▶ _ASSIGNMENT_
Among these records, which lines include "padding"? Copy them out.
● ● ● ● ●
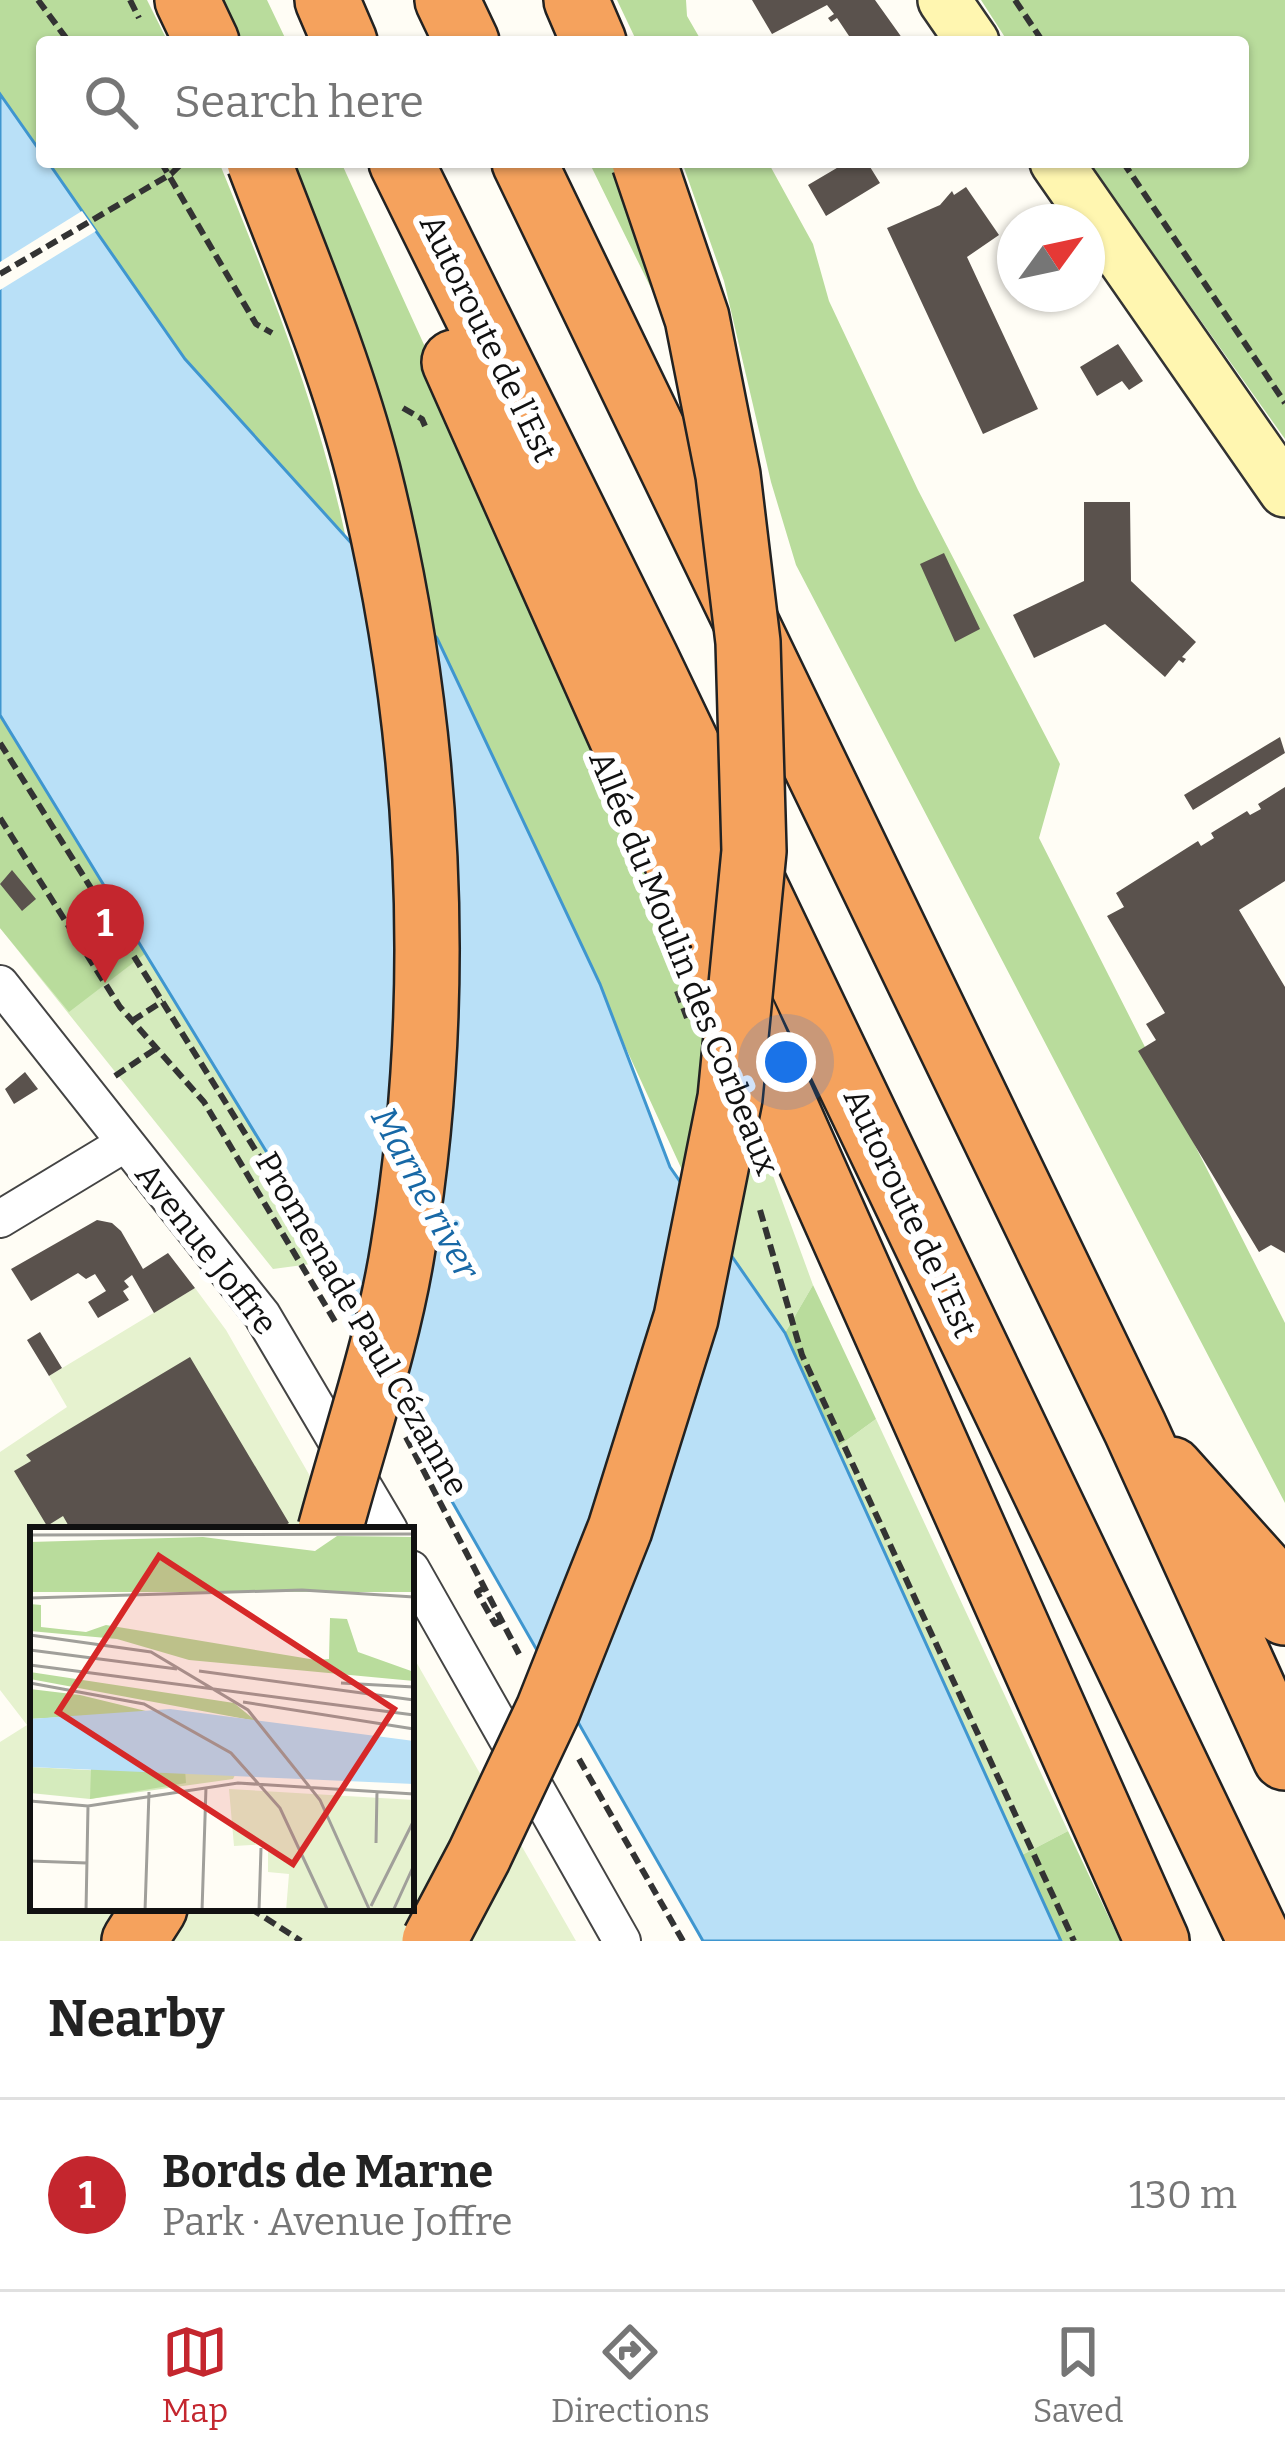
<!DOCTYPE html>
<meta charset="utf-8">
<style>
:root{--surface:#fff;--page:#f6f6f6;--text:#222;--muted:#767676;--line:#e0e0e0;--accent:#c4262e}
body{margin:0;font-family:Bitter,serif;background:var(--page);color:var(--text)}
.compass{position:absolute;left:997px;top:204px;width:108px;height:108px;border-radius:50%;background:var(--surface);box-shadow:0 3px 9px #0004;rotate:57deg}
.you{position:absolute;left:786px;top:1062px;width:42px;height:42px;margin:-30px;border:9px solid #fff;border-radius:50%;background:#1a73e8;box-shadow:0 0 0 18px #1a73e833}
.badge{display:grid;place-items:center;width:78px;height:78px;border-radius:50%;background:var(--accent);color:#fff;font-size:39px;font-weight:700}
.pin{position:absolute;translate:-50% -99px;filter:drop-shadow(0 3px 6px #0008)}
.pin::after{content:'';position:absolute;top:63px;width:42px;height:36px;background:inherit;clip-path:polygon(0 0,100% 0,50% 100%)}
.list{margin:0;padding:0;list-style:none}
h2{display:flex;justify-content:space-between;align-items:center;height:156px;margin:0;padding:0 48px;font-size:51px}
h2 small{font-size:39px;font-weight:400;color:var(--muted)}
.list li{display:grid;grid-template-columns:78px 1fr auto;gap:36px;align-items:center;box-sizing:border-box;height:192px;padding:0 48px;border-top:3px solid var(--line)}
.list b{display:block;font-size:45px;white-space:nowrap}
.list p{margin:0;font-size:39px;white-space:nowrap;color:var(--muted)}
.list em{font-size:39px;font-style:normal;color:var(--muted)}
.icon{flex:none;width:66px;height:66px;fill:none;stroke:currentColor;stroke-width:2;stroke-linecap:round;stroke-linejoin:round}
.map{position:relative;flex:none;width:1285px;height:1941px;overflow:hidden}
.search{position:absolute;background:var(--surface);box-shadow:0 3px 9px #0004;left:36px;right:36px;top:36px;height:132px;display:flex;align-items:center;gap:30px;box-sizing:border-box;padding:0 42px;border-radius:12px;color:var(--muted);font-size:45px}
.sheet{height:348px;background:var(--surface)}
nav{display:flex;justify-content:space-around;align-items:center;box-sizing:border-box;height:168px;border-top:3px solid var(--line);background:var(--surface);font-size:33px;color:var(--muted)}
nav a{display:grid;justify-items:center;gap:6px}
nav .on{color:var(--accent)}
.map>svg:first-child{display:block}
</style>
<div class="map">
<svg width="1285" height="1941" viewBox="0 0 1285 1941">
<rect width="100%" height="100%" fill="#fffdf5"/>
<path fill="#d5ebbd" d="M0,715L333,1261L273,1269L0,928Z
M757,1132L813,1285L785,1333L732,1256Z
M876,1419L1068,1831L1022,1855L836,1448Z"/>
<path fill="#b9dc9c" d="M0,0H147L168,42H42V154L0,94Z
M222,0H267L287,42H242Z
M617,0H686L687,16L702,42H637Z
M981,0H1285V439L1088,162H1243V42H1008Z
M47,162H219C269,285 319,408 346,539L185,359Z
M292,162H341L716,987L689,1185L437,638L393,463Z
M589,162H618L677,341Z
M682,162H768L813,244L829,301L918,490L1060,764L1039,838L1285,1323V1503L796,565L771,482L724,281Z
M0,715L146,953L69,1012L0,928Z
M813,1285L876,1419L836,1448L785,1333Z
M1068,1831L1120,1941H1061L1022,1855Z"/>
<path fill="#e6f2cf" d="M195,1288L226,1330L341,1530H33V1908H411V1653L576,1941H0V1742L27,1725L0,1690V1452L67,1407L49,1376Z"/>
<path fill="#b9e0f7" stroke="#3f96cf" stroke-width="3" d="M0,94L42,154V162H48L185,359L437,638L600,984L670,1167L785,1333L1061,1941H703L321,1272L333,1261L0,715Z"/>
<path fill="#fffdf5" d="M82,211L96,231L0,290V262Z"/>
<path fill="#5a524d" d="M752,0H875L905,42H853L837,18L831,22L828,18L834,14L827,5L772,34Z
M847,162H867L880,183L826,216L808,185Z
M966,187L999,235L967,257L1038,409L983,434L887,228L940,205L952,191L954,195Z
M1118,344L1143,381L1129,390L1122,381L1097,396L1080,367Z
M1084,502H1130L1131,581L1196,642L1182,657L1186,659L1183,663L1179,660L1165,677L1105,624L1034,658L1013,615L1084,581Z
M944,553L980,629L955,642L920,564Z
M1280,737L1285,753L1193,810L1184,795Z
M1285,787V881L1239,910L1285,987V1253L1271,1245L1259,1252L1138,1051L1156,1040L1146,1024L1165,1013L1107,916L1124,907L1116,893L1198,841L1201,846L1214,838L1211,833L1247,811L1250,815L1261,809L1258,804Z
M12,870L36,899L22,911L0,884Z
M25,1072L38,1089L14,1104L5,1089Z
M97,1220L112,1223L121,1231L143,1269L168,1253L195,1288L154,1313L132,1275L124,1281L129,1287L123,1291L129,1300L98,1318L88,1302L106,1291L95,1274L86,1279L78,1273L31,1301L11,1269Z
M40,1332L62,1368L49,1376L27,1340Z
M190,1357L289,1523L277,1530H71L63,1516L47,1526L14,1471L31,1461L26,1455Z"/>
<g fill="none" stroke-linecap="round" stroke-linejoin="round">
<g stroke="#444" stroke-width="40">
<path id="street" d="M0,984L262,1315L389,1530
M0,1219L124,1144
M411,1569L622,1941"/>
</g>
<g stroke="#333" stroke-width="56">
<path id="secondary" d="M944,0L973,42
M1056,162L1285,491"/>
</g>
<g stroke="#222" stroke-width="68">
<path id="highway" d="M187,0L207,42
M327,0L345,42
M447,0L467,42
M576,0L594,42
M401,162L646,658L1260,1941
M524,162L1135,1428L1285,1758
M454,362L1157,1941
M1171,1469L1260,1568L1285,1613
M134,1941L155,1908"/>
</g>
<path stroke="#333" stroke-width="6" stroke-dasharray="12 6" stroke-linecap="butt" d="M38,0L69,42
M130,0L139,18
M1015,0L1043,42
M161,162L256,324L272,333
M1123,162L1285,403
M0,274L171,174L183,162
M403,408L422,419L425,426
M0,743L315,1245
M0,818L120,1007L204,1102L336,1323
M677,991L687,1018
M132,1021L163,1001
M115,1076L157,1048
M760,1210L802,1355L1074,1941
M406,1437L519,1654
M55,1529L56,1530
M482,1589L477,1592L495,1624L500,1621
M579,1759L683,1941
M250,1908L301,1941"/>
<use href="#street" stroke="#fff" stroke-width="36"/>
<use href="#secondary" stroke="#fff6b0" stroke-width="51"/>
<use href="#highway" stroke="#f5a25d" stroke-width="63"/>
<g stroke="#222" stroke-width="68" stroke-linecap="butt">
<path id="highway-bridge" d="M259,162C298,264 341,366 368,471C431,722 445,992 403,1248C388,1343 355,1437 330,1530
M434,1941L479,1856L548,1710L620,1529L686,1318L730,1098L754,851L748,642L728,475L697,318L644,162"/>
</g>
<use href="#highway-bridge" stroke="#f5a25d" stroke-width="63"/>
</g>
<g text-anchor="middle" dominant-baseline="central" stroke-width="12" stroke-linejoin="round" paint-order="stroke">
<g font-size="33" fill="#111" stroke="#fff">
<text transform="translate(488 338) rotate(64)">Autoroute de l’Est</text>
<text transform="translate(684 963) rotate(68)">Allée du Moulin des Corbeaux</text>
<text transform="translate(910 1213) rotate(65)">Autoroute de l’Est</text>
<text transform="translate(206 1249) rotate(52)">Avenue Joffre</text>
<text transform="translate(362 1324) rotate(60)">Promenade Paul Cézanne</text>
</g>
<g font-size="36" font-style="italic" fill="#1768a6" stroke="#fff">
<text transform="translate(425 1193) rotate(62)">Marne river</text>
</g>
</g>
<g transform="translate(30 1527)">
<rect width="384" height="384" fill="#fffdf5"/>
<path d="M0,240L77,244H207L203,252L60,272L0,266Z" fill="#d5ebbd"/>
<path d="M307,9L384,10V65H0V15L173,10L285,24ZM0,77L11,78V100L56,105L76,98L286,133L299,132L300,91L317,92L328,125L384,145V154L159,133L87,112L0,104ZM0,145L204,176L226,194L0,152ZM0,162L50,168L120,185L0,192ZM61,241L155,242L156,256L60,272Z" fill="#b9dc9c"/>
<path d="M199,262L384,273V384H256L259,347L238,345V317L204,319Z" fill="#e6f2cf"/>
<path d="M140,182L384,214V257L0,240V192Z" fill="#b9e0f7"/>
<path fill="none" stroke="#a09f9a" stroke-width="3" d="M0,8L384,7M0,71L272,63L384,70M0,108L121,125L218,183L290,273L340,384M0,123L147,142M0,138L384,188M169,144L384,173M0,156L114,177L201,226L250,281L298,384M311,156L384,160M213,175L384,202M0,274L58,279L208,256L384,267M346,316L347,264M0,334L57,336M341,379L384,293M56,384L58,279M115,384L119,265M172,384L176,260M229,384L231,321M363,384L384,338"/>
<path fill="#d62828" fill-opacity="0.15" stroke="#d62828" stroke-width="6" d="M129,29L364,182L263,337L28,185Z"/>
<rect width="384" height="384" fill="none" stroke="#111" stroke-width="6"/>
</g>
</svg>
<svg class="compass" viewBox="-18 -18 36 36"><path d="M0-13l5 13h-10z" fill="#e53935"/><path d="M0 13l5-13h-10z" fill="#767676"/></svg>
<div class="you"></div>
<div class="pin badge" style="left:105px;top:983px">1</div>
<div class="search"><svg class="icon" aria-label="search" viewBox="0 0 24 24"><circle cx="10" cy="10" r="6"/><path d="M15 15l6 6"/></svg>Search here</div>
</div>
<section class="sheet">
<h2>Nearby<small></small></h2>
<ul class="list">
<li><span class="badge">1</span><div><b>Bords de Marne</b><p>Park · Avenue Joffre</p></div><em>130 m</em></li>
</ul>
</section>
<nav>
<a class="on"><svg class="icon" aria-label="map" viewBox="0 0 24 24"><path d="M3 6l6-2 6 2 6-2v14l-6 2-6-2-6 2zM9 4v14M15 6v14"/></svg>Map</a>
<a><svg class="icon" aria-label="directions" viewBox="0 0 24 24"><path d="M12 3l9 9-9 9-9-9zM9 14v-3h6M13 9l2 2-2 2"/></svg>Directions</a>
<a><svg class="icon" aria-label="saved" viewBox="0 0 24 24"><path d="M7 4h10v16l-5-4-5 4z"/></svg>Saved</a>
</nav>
● ● ● ● ●
▶ _RESPONSE TO THIS EXERCISE_
.list{margin:0;padding:0;list-style:none}
h2{display:flex;justify-content:space-between;align-items:center;height:156px;margin:0;padding:0 48px;font-size:51px}
.list li{display:grid;grid-template-columns:78px 1fr auto;gap:36px;align-items:center;box-sizing:border-box;height:192px;padding:0 48px;border-top:3px solid var(--line)}
.search{position:absolute;background:var(--surface);box-shadow:0 3px 9px #0004;left:36px;right:36px;top:36px;height:132px;display:flex;align-items:center;gap:30px;box-sizing:border-box;padding:0 42px;border-radius:12px;color:var(--muted);font-size:45px}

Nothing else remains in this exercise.